What needs to be done:
The answer must consist of every line from the entries below that contains the word "compass".

· · ·

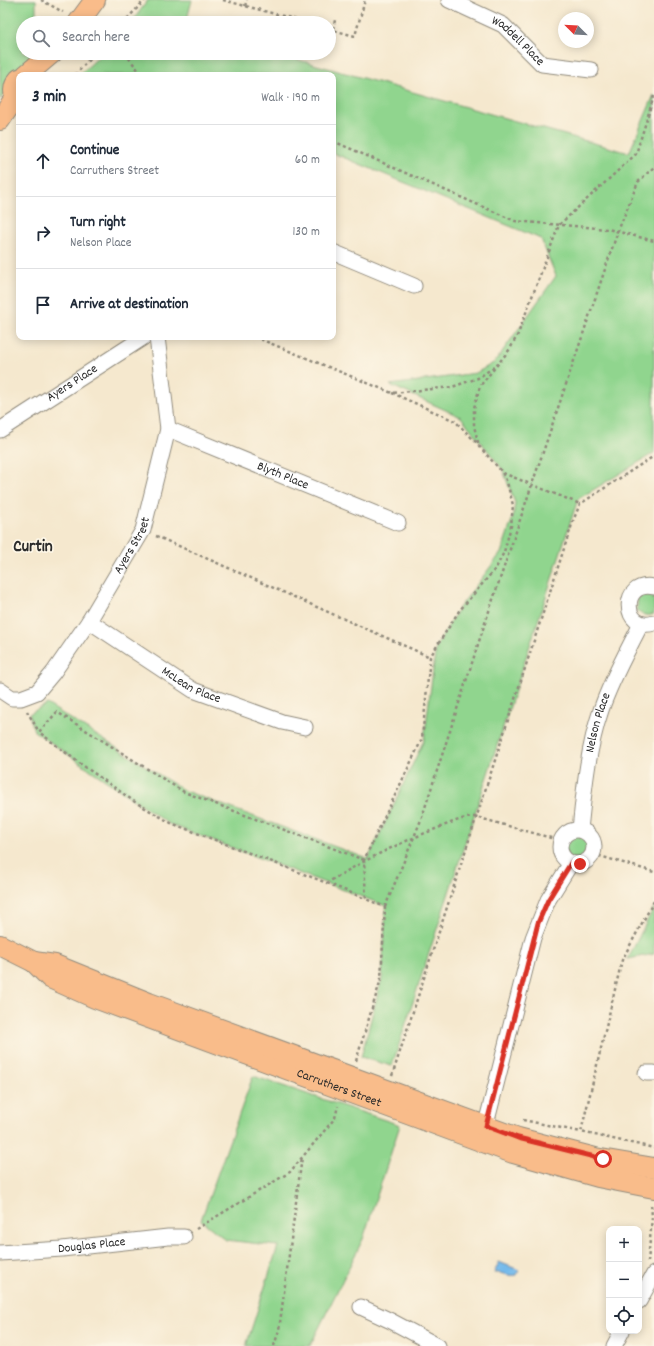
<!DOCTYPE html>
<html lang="en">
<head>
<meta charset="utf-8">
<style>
  :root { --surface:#fff; --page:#f6f6f7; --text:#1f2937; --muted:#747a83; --line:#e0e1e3 }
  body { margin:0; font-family:Dekko,sans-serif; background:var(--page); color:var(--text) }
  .controls { position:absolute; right:12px; bottom:12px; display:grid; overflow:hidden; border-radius:8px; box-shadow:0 2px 10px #0003 }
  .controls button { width:36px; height:36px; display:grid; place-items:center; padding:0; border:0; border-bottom:1px solid var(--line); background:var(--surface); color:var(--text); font:20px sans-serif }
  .compass { position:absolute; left:558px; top:12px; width:36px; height:36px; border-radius:50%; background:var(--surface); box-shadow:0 2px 10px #0003; rotate:294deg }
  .stop { position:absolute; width:12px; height:12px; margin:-9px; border:3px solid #d93025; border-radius:50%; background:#fff }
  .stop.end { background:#d93025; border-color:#fff; box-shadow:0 1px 4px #0008 }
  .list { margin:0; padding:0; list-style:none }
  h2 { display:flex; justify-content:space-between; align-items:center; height:52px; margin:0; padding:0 16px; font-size:17px }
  h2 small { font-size:13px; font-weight:400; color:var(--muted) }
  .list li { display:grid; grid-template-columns:26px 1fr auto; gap:12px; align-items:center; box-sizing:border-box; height:72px; padding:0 16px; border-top:1px solid var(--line) }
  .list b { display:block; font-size:15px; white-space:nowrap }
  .list p { margin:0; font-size:13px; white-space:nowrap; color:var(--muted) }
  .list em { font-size:13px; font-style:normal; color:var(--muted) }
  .icon { flex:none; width:22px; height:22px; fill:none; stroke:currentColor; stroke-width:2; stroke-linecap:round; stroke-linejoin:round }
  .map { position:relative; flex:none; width:654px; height:1346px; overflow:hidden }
  .search { position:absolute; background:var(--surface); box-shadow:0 2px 10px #0003; left:16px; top:16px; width:320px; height:44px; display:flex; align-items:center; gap:10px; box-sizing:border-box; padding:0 14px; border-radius:22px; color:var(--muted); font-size:15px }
  .panel { position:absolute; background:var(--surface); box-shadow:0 2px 10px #0003; left:16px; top:72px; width:320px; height:268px; border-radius:8px }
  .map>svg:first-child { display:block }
  .green { fill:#90d58e; stroke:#5e805c }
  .water { fill:#74baeb; stroke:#50728b }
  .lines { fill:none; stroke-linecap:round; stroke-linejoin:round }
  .minor-casing { stroke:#908a7c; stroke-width:17 }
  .major-casing { stroke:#908a7c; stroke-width:22 }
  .path { stroke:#908a7c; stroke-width:2.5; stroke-dasharray:3 3; stroke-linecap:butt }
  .minor { stroke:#fff; stroke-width:15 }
  .major { stroke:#f9bc8a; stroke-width:20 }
  .route { stroke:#d93025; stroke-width:5 }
  .labels { text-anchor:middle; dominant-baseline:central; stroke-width:3.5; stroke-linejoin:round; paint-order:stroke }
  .street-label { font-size:13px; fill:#2b2b2b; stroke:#fcf5e5 }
  .district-label { font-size:17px; font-weight:bold; fill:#2b2b2b; stroke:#fcf5e5 }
</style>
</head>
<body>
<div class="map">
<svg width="654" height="1346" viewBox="0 0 654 1346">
  <rect width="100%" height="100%" fill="#fcf5e5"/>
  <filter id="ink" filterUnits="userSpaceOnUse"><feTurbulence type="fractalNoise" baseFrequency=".025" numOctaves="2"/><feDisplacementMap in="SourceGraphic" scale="8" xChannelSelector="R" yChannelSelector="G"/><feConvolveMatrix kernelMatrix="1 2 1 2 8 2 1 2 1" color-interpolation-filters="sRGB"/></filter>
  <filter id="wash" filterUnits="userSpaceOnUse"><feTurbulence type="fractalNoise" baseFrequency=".012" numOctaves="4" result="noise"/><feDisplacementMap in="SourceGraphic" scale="16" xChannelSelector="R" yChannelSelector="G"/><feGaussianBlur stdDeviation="0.9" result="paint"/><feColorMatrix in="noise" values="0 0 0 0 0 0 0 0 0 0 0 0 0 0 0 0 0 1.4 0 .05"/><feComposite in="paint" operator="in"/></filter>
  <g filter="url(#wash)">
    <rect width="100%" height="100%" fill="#f5e8ce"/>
    <!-- green -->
    <path class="green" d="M0 0H36V23H23V53H35L0 100Z
      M148 0H192L186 23H131Z
      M103 53H274L629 153 654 95V453L578 499 392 1066 361 1057 382 978 386 906 169 824 34 731 29 714 47 704 185 791 368 859 424 740 436 647 459 608 501 553 513 517 515 503 503 470 461 417 390 385 476 373 495 362 556 276 541 239 333 153V75H79Z
      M654 593V614C647 617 641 615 637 609L638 597 640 594Z
      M565 848a13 13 0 1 1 26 0a13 13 0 1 1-26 0Z
      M654 907V954L628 959Z
      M253 1076 400 1125 363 1239 310 1346H246L278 1246 226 1240 201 1220Z"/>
    <!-- water -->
    <path class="water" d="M499 1262 519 1270 517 1275C508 1277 503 1272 494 1273Z"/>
  </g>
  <g filter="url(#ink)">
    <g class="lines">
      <!-- minor casing -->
      <g class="minor-casing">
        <g id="minor">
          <path id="s1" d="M449 0 503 25 542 64 591 70"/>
          <path d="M333 252 414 286"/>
          <path id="s2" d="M168 429 398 523"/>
          <path id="s3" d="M0 430 144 337"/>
          <path d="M654 587C619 580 623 633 654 623"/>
          <path id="s4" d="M89 621 193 690 282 722 305 727"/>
          <path id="s5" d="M0 690 12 698H21L37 692 53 673 89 621 143 530 168 429 157 337"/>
          <path id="s6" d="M580 830C584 790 588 748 601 710 611 680 627 652 641 624"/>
          <circle cx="577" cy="847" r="17"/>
          <path d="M646 1073H654"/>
          <path d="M483 1136 533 938 548 900 571 863"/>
          <path id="s7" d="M0 1253 62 1249 168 1237H184"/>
          <path d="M639 1301 654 1274"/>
          <path d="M361 1307 391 1321 438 1346"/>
          <path d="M614 1346 622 1331"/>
        </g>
      </g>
      <!-- major casing -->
      <g class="major-casing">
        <g id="major">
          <path d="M78 23 95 0"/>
          <path d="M26 75 52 53"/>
          <path d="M19 79C12 87 13 95 19 104"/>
          <path d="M0 120 15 98"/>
          <path id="s8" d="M0 945 34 962 50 978 95 998 513 1153 598 1177 654 1188"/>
          <path d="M34 962 55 965 149 1003 518 1138 595 1158 654 1168"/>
        </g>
      </g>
      <!-- path -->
      <path class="path" d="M41 0 63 12
        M223 0 309 23
        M245 6 247 0
        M123 23 145 0
        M329 29 355 36 365 0
        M333 29 335 20
        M125 53 142 75
        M75 75 95 53
        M333 141 515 221 608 229 654 241
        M255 337 392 393 452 387 478 378 494 367
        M392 393 455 421 479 445
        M503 473 580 504
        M156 536 430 657
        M27 711 39 732
        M593 854 654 872
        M364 860 184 792 57 712 39 732 78 762 135 802 171 823 327 883C362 861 399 843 438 828 451 823 463 817 476 817L562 841
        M327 883 366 899
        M654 901 622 960 581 1132 654 1148
        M385 907 421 820 484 626 618 231 638 182 654 167
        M356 1061 381 979 385 907 366 899 364 860 422 739 430 657 459 611 496 568 504 552 511 526 513 505 507 482 502 472 479 446 474 426V408L480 386 510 349 518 334 559 225 636 154 654 96
        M392 1076 573 521 580 504 654 456
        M523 1120 581 1132
        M196 1229 290 1172 335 1118 338 1106
        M648 1262 652 1217 651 1203
        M274 1346 279 1330 302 1157"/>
      <!-- minor -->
      <use href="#minor" class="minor"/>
      <!-- major -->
      <use href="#major" class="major"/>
    </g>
  </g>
  <g class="lines" filter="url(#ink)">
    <!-- route -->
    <path class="route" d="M580 864 571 863 548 900 538 923 486 1126 518 1138 603 1159"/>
  </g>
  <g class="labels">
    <!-- street labels -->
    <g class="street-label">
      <text stroke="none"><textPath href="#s1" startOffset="81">Waddell Place</textPath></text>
      <text stroke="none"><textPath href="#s3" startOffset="86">Ayers Place</textPath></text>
      <text stroke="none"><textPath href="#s2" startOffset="124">Blyth Place</textPath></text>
      <text stroke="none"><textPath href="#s5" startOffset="216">Ayers Street</textPath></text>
      <text stroke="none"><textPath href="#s4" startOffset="121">McLean Place</textPath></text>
      <text stroke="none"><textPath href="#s6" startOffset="109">Nelson Place</textPath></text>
      <text stroke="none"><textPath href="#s8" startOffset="370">Carruthers Street</textPath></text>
      <text stroke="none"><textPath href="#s7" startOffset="92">Douglas Place</textPath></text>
    </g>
    <!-- district labels -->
    <g class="district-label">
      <text x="33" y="548">Curtin</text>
    </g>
  </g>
</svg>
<div class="controls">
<button>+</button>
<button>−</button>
<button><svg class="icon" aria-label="locate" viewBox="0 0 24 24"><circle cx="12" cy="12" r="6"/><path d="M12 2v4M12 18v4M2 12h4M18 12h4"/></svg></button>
</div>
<svg class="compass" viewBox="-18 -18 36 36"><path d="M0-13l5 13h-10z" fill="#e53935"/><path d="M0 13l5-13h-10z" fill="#747a83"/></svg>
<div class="stop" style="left:603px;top:1159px"></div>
<div class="stop end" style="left:580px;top:864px"></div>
<div class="search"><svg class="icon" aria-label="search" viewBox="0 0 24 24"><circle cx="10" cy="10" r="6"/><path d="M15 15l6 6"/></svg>Search here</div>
<section class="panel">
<h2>3 min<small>Walk · 190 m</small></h2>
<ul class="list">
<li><svg class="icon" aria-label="ahead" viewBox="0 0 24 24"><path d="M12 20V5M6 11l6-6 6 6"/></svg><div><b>Continue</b><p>Carruthers Street</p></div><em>60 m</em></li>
<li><svg class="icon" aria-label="right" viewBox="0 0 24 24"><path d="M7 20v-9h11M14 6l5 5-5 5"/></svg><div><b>Turn right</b><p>Nelson Place</p></div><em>130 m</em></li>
<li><svg class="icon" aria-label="arrive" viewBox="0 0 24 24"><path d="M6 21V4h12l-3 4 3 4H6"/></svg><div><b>Arrive at destination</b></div></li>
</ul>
</section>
</div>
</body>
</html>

· · ·

Exercise solution:
  .compass { position:absolute; left:558px; top:12px; width:36px; height:36px; border-radius:50%; background:var(--surface); box-shadow:0 2px 10px #0003; rotate:294deg }
<svg class="compass" viewBox="-18 -18 36 36"><path d="M0-13l5 13h-10z" fill="#e53935"/><path d="M0 13l5-13h-10z" fill="#747a83"/></svg>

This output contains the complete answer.